Русские у двери хохочут широко:
— Завертелся!…
— Орет-то, как бугай весной!…
— А нос-то в пене!
— Во-от лешак!…
На плечах у русских снег, шапки снежные, широкие. И голоса как таежные сугробы. Й лохматы из собачьих шкур дохи.
— Спятил!…
— Каюк!…
— Получил кабинетские земли?
— Захотели, собаки?
— Земель всем!… С большаками воевать!
И комлал до вечера шаман — до вечера хохотали мужики. Приходили и уходили, а смех метался у дверей плотно и неустанно, как снег.
Вечером ушли — привезли в заимку пойманных офицеров. Было их пятеро. Все без погон, без шапок. Уши у них отморожены.
Один молоденький, прижимая руки к ушам, плакал и кричал:
— Граждане! Мы же сочувствуем!… мы вполне… случайно!…
Рыжебородый Наумыч орал:
— Верна!… Усе вы, стервы, сочувствуете, усе! Бить вас, стервей поганых!…
В избе заседал штаб. Ревели на улице полозья. Никитин верхом объезжал отряды, а за ним мальчонка охлябью догонял и кричал:
— Дяденька Микитин, у штабу старики просют! Дяденька!
Было мальчонке весело, свистал он, колотил лошадь кнутом по ушам.
Старик с тающими глазами и с бородой, похожей на ком грязи, сказал:
— Делов многа… Атамановцы с города наступают… Пять волостей соединилось, к нам идут. Чево тут на офицеров смотреть?
— Опять народ требует, народу надо!
Штаб вынес постановление: “Расстрелять”.
Офицеров повели в тайгу. Торопливо, не оглядываясь, увязая в снегу, шли офицеры.
Плотно сбившись, с винтовками наперевес, позади мужики.
Гикали мальчонки. Громко кричали мужики. На назьмах, поджав хвосты, рвали труп теленка тощие собаки.
У самой опушки заметили на дороге к тайге мчащуюся кошеву.
— Ефимыч! — крикнул мальчонка.
И, перебивая друг друга, радостно отозвались мужики.
— Листрат Ефимыч! Едет!…
— Смолин!… Едет!
Тряслись по кошеве алые, зеленые лошади, и снег был над ними, под ними — атласно-голубой.
— Ефимыч!
— Батюшка!
И один из мужиков радостно крикнул офицерам:
— Бяги! Некогда с вами тут!
Офицеры, пригибаясь, царапая руками снег, побежали.
Мужики выстрелили. Офицеры осели в снег.
Махая винтовками, с гиканьем понеслись мужики к кошеве. Шарахнулись лошади, фыркнули и, изгибая в дугу потное тело, свернули и помчали кошеву сугробами.
Поднялся в кошеве Калистрат Ефимыч в бараньем черном тулупе. Махая шапкой, кричал:
— Шеснадцать волостей. Шеснадцать, хрещены, за советску власть!
Жарко и душно в штабе. Пахнет овчинами, сосновыми дровами.

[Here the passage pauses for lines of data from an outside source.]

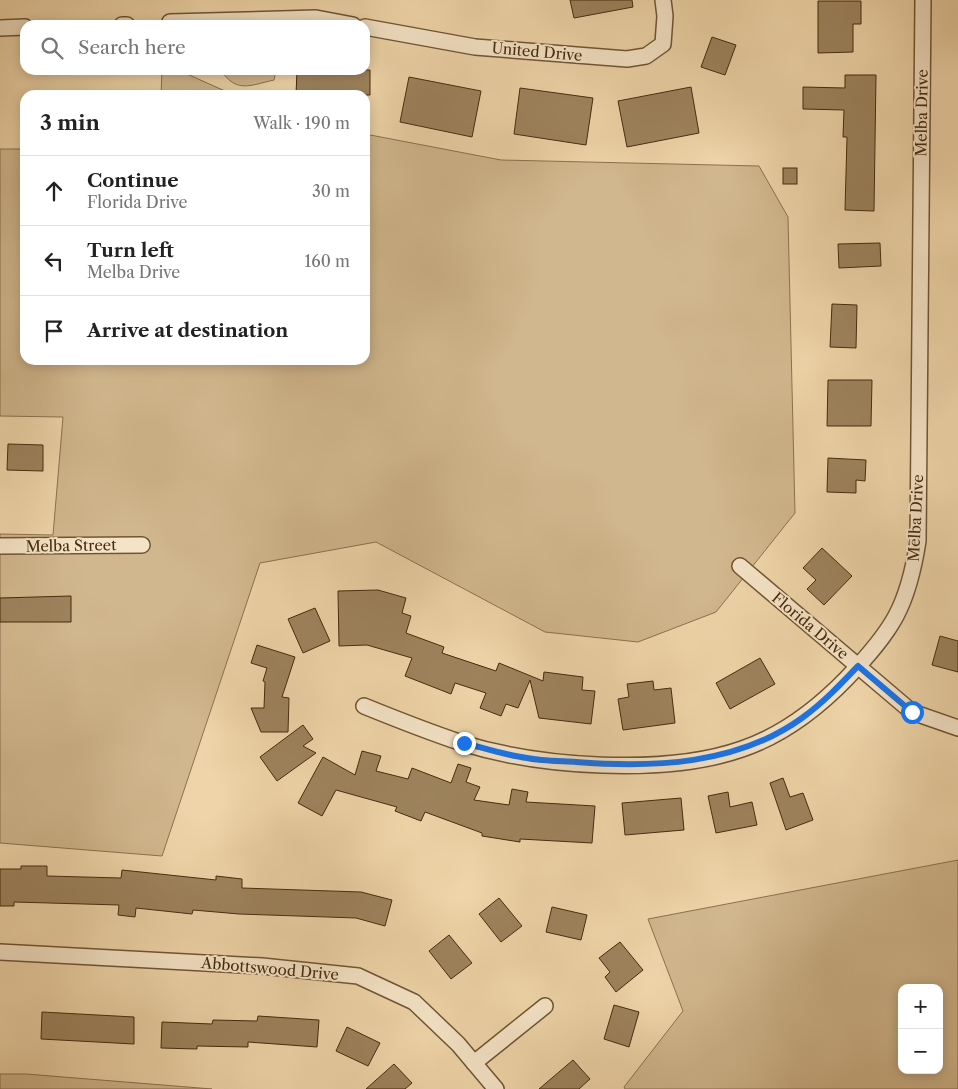 <!DOCTYPE html>
<html lang="en">
<head>
<meta charset="utf-8">
<style>
  body { margin:0; font-family:"Libre Caslon Text",serif; background:#f6f6f6; color:#222 }
  .controls { position:absolute; right:15px; bottom:15px; display:grid; overflow:hidden; border-radius:10px; box-shadow:0 2px 12px #0003 }
  .controls button { width:45px; height:45px; display:grid; place-items:center; padding:0; border:0; border-bottom:1px solid #e0e0e0; background:#fff; color:#222; font:25px sans-serif }
  .stop { position:absolute; width:15px; height:15px; margin:-11px; border:4px solid #1a73e8; border-radius:50%; background:#fff }
  .stop.end { background:#1a73e8; border-color:#fff; box-shadow:0 1px 5px #0008 }
  .list { margin:0; padding:0; list-style:none }
  h2 { display:flex; justify-content:space-between; align-items:center; height:65px; margin:0; padding:0 20px; font-size:21px }
  h2 small { font-size:16px; font-weight:400; color:#767676 }
  .list li { display:grid; grid-template-columns:32px 1fr auto; gap:15px; align-items:center; box-sizing:border-box; height:70px; padding:0 20px; border-top:1px solid #e0e0e0 }
  .list b { display:block; font-size:19px; white-space:nowrap }
  .list p { margin:0; font-size:16px; white-space:nowrap; color:#767676 }
  .list em { font-size:16px; font-style:normal; color:#767676 }
  .icon { flex:none; width:28px; height:28px; fill:none; stroke:currentColor; stroke-width:2; stroke-linecap:round; stroke-linejoin:round }
  .map { position:relative; flex:none; width:958px; height:1089px; overflow:hidden }
  .search { position:absolute; background:#fff; box-shadow:0 2px 12px #0003; left:20px; top:20px; width:350px; height:55px; display:flex; align-items:center; gap:12px; box-sizing:border-box; padding:0 18px; border-radius:15px; color:#767676; font-size:19px }
  .panel { position:absolute; background:#fff; box-shadow:0 2px 12px #0003; left:20px; top:90px; width:350px; height:275px; border-radius:15px }
  .map>svg:first-child { display:block }
</style>
</head>
<body>
<div class="map">
<svg width="958" height="1089" viewBox="0 0 958 1089">
  <rect width="100%" height="100%" fill="#eed4a8"/>
  <filter id="stains"><feTurbulence type="fractalNoise" baseFrequency=".004" numOctaves="4"/><feColorMatrix values="0 0 0 0 .2 0 0 0 0 .09 0 0 0 0 .02 0 0 0 .5 -.17"/></filter>
  <radialGradient id="worn" r=".72"><stop offset=".6" stop-color="#630" stop-opacity="0"/><stop offset="1" stop-color="#630" stop-opacity=".3"/></radialGradient>
  <g fill="#d1b78d" stroke="#8c714c" fill-rule="evenodd">
    <polygon points="162,70 178,70 234,95 161,95"/>
    <path d="M221,70h55l-2,10c-23,5 -38,14 -53,-10z"/>
    <polygon points="365,134 501,160 759,166 788,217 795,513 716,612 638,642 545,632 376,542 260,563 162,856 0,843 0,534 53,535 63,417 0,416 0,149 25,149 25,360 365,360"/>
    <path d="M958,860v229h-333l-1,-2 59,-76 -35,-92zM902,988h37v82h-37z"/>
    <polygon points="0,1074 26,1074 212,1089 0,1089"/>
  </g>
  <g fill="#9d835d" stroke="#462b0c">
    <polygon points="570,0 632,0 633,7 574,18"/>
    <polygon points="818,1 861,1 861,24 853,24 853,52 818,53"/>
    <polygon points="712,37 736,45 725,75 701,67"/>
    <polygon points="297,70 370,70 370,95 296,95"/>
    <polygon points="845,75 876,75 874,211 845,210 847,137 843,137 844,110 803,109 803,87 845,88"/>
    <polygon points="409,77 481,91 472,137 400,122"/>
    <polygon points="691,87 699,133 627,147 618,101"/>
    <polygon points="520,88 593,98 586,145 514,134"/>
    <rect x="783" y="168" width="14" height="16"/>
    <polygon points="880,243 881,266 839,268 838,244"/>
    <polygon points="832,304 857,305 856,348 830,347"/>
    <polygon points="828,380 872,380 871,426 827,426"/>
    <polygon points="8,444 43,445 43,471 7,470"/>
    <polygon points="828,458 866,460 865,481 856,480 856,493 827,492"/>
    <polygon points="822,548 852,576 824,605 807,589 816,580 803,568"/>
    <polygon points="378,590 406,598 402,613 411,616 406,633 444,647 442,653 496,671 499,663 543,681 544,672 583,677 582,690 595,691 591,724 539,718 530,680 518,708 506,704 501,716 480,708 486,693 455,683 451,694 405,676 412,658 367,645 339,646 338,591"/>
    <polygon points="71,596 71,622 0,622 0,598"/>
    <polygon points="315,608 330,641 303,653 288,619"/>
    <polygon points="940,636 958,641 958,672 932,665"/>
    <polygon points="257,645 295,657 282,697 289,698 288,732 261,732 251,708 264,708 265,682 263,681 267,668 251,663"/>
    <polygon points="760,658 775,684 730,709 716,683"/>
    <polygon points="653,681 654,690 671,688 675,723 623,730 618,699 629,697 627,684"/>
    <polygon points="303,725 313,739 303,746 316,753 277,781 260,757"/>
    <polygon points="362,751 381,756 376,771 408,779 412,768 451,783 458,764 471,768 466,782 480,787 474,800 509,805 512,789 528,792 526,802 595,806 592,843 520,839 520,842 482,836 482,833 425,812 421,821 395,811 397,807 336,790 322,816 298,803 323,757 355,775"/>
    <polygon points="783,778 790,797 803,793 813,820 786,830 770,783"/>
    <polygon points="728,792 730,807 752,802 757,825 716,833 708,796"/>
    <polygon points="681,798 684,830 625,835 622,803"/>
    <polygon points="21,866 47,866 47,876 121,878 122,870 216,880 216,876 242,879 242,888 361,892 392,900 385,926 356,918 239,914 193,910 192,914 136,908 135,917 118,915 119,905 14,902 14,906 0,906 0,869 21,869"/>
    <polygon points="499,898 522,926 501,942 479,914"/>
    <polygon points="552,907 587,915 581,940 546,932"/>
    <polygon points="449,935 472,963 451,979 429,951"/>
    <polygon points="620,942 643,970 616,992 605,977 610,972 599,958"/>
    <polygon points="614,1005 639,1012 629,1047 604,1039"/>
    <polygon points="42,1012 134,1017 134,1044 41,1039"/>
    <polygon points="258,1016 319,1020 317,1047 248,1042 248,1047 197,1046 197,1049 161,1048 162,1022 212,1024 213,1020 257,1021"/>
    <polygon points="347,1027 380,1043 368,1066 336,1051"/>
    <polygon points="573,1060 590,1079 579,1089 539,1089"/>
    <polygon points="394,1064 412,1083 405,1089 366,1089"/>
  </g>
  <g fill="none" stroke-linecap="round" stroke-linejoin="round">
    <defs>
      <g id="street">
        <polyline points="170,22 316,18 353,25"/>
        <polyline points="122,25 127,25"/>
        <polyline points="365,27 475,47 627,59 646,56 663,44 665,16 663,0"/>
        <polyline points="0,28 25,27"/>
        <polyline points="0,546 142,545"/>
        <polyline points="740,566 912,712 958,728"/>
        <path d="M364,706c32,13 65,26 98,37 77,24 203,33 280,6 41,-14 75,-40 105,-71 46,-48 61,-72 71,-137l5,-541"/>
        <polyline points="0,952 262,966 358,976 414,1002 458,1044 496,1089"/>
        <polyline points="474,1063 545,1006"/>
      </g>
    </defs>
    <use href="#street" stroke="#705533" stroke-width="18"/>
    <use href="#street" stroke="#f4e3c6" stroke-width="15"/>
  </g>
  <g fill="none" stroke-linecap="round" stroke-linejoin="round">
    <path stroke="#1a73e8" stroke-width="6" d="M464,743c20,5 41,12 63,15 15,3 33,3 49,4 77,6 161,3 226,-44 21,-15 38,-33 56,-52l54,46"/>
  </g>
  <g text-anchor="middle" stroke-width="4" stroke-linejoin="round" paint-order="stroke">
    <g font-size="15" fill="#462b0c" stroke="#f4e3c6">
      <text transform="translate(537 52) rotate(5)" y="5">United Drive</text>
      <text transform="translate(922 113) rotate(-89)" y="5">Melba Drive</text>
      <text transform="translate(916 518) rotate(-87)" y="5">Melba Drive</text>
      <text transform="translate(71 546) rotate(-1)" y="5">Melba Street</text>
      <text transform="translate(810 626) rotate(40)" y="5">Florida Drive</text>
      <text transform="translate(270 969) rotate(5)" y="5">Abbottswood Drive</text>
    </g>
  </g>
  <rect width="100%" height="100%" filter="url(#stains)"/>
  <rect width="100%" height="100%" fill="url(#worn)"/>
</svg>
<div class="controls">
<button>+</button>
<button>−</button>
</div>
<div class="stop" style="left:912px;top:712px"></div>
<div class="stop end" style="left:464px;top:743px"></div>
<div class="search"><svg class="icon" aria-label="search" viewBox="0 0 24 24"><circle cx="10" cy="10" r="6"/><path d="M15 15l6 6"/></svg>Search here</div>
<section class="panel">
<h2>3 min<small>Walk · 190 m</small></h2>
<ul class="list">
<li><svg class="icon" aria-label="ahead" viewBox="0 0 24 24"><path d="M12 20V5M6 11l6-6 6 6"/></svg><div><b>Continue</b><p>Florida Drive</p></div><em>30 m</em></li>
<li><svg class="icon" aria-label="left" viewBox="0 0 24 24"><path d="M17 20v-9H6M10 6l-5 5 5 5"/></svg><div><b>Turn left</b><p>Melba Drive</p></div><em>160 m</em></li>
<li><svg class="icon" aria-label="arrive" viewBox="0 0 24 24"><path d="M6 21V4h12l-3 4 3 4H6"/></svg><div><b>Arrive at destination</b></div></li>
</ul>
</section>
</div>
</body>
</html>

Распахнув тулуп, в полушубке, затянутом зеленой опояской, в красных пимах-валенках, густо говорит Калистрат Ефимыч:
— На съезду Советов шеснадцати волостей, одна не хочет — расстрелять приказал усю.
Никита вскочил:
— Прошу слова!… Не уполномачивал!
Закричали со двора мужики:
— Обождь, Микитин, обождь! Дай Листрату!
— Дуй, Листрат, правильно!…
Широкий, как стол, тулуп. Воротник курчавый, мокрый, борода синяя оттаивает — каплет.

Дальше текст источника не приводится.